» **Problem details**
Lines below that hold the word "JSON" must be copied in full.

Start of Exercise materials

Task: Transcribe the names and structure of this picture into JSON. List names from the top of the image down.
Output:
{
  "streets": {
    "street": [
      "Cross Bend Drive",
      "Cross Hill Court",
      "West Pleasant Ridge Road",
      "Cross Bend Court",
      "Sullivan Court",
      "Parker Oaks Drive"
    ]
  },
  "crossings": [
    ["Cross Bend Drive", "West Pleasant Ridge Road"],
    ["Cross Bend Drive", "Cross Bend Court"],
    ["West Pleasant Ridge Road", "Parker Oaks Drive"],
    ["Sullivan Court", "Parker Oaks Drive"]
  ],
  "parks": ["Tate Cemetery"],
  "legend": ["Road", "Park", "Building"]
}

End of Exercise materials
Start of Exercise materials

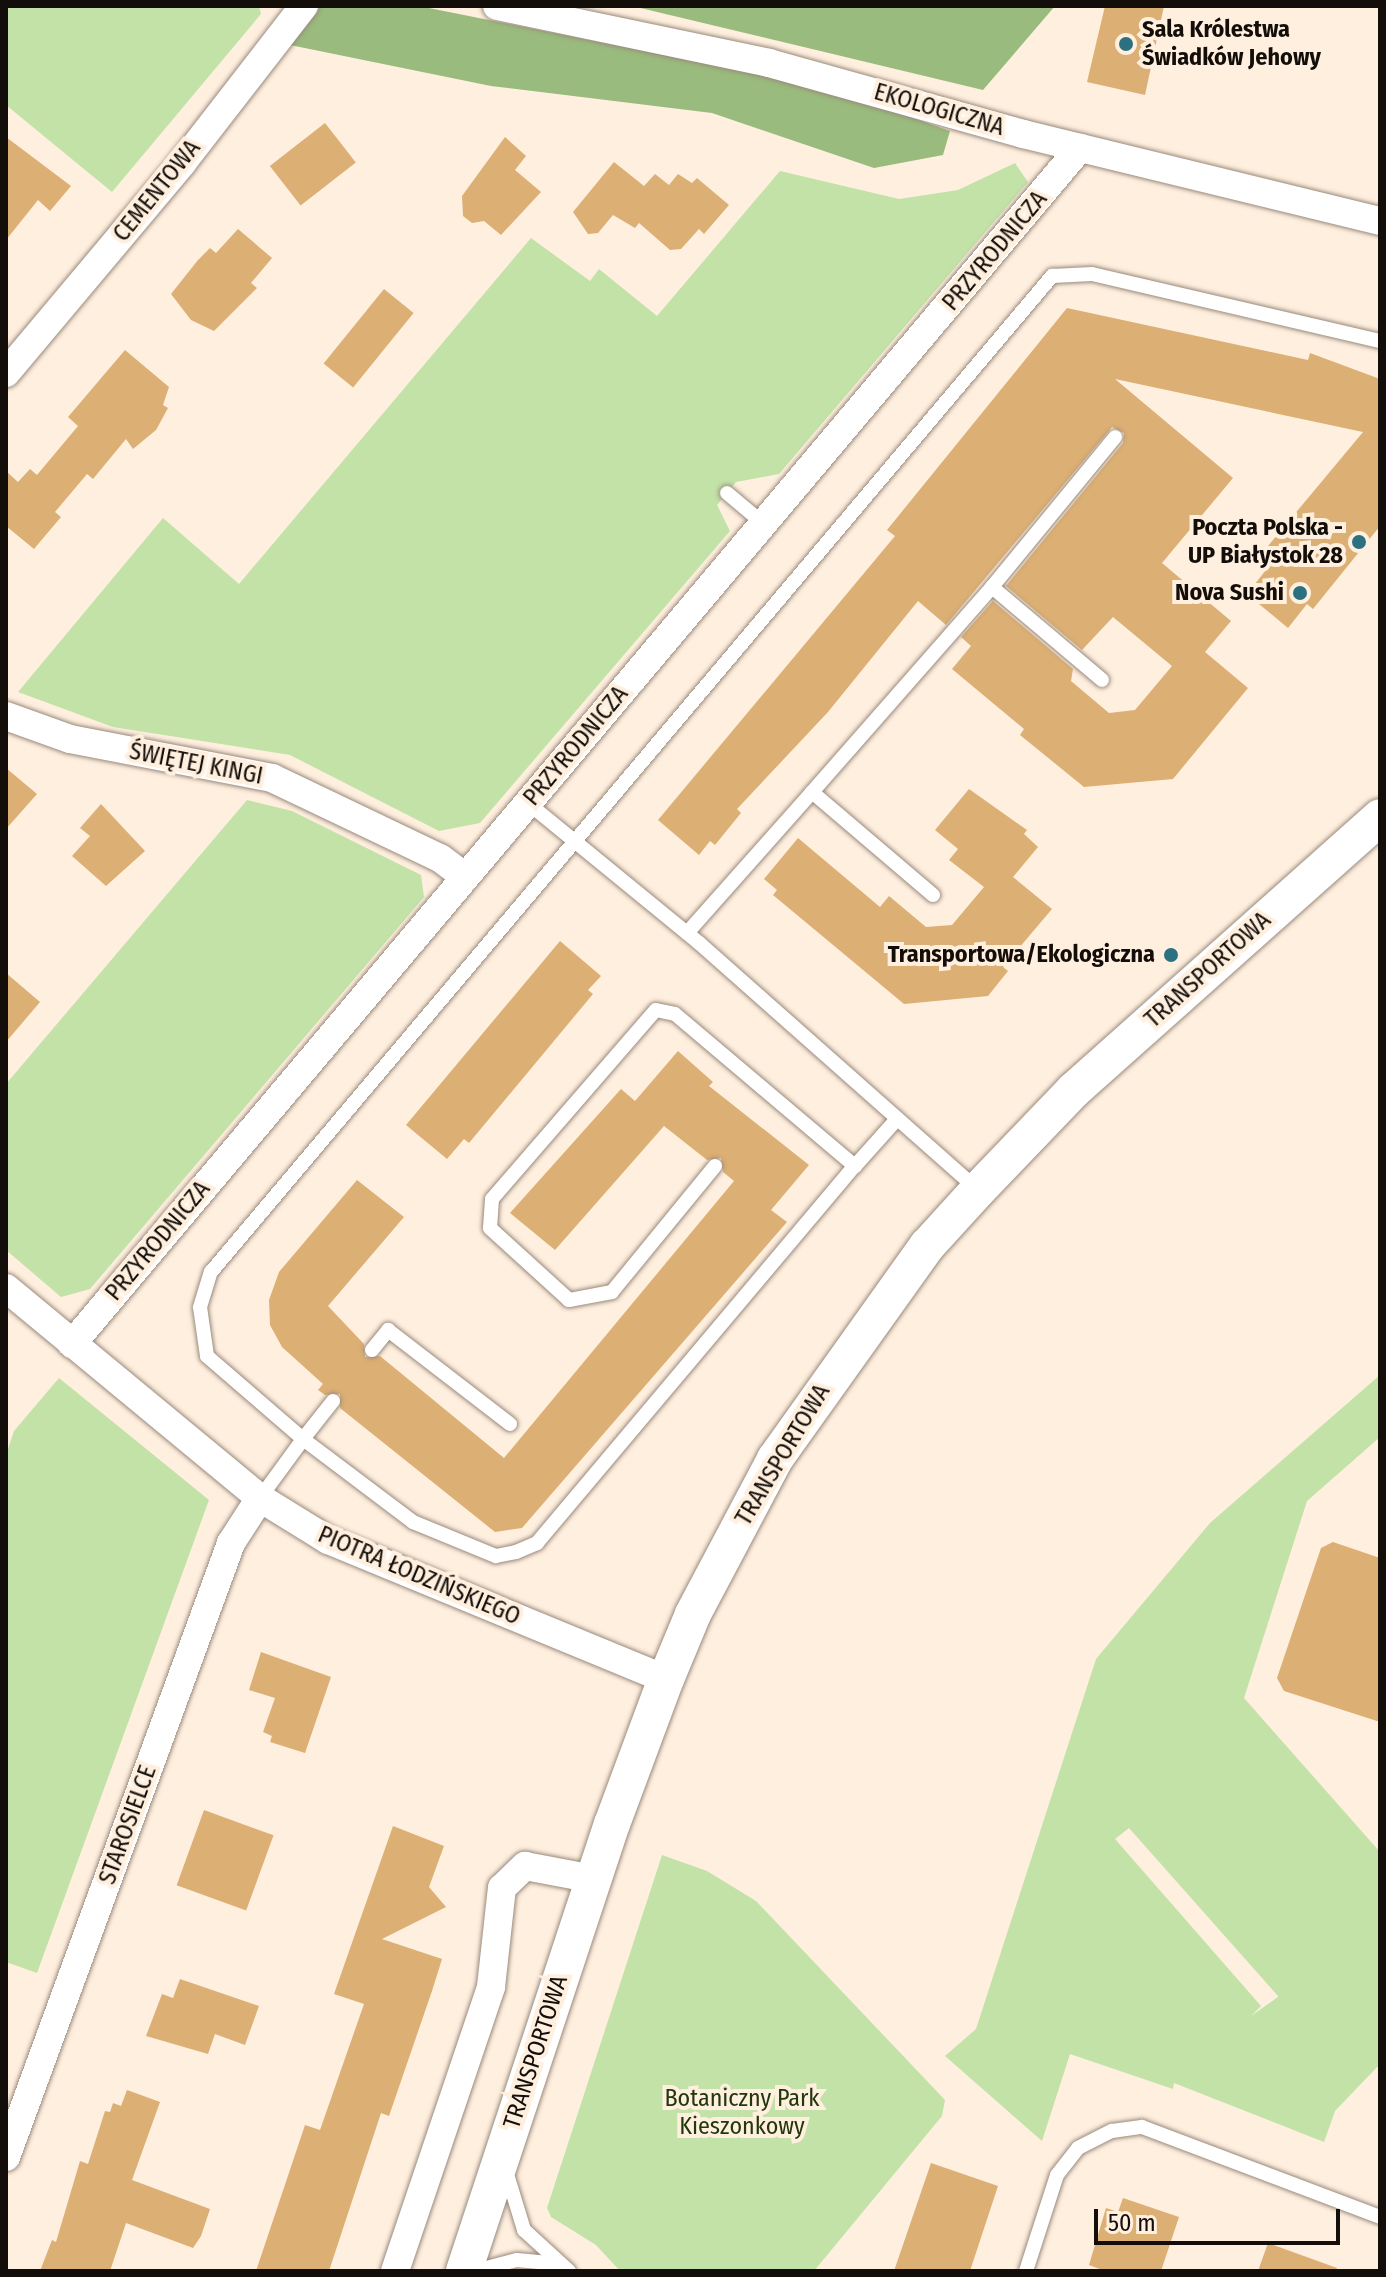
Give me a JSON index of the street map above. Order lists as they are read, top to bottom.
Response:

End of Exercise materials

» **Problem solution**
Task: Transcribe the names and structure of this picture into JSON. List names from the top of the image down.
Give me a JSON index of the street map above. Order lists as they are read, top to bottom.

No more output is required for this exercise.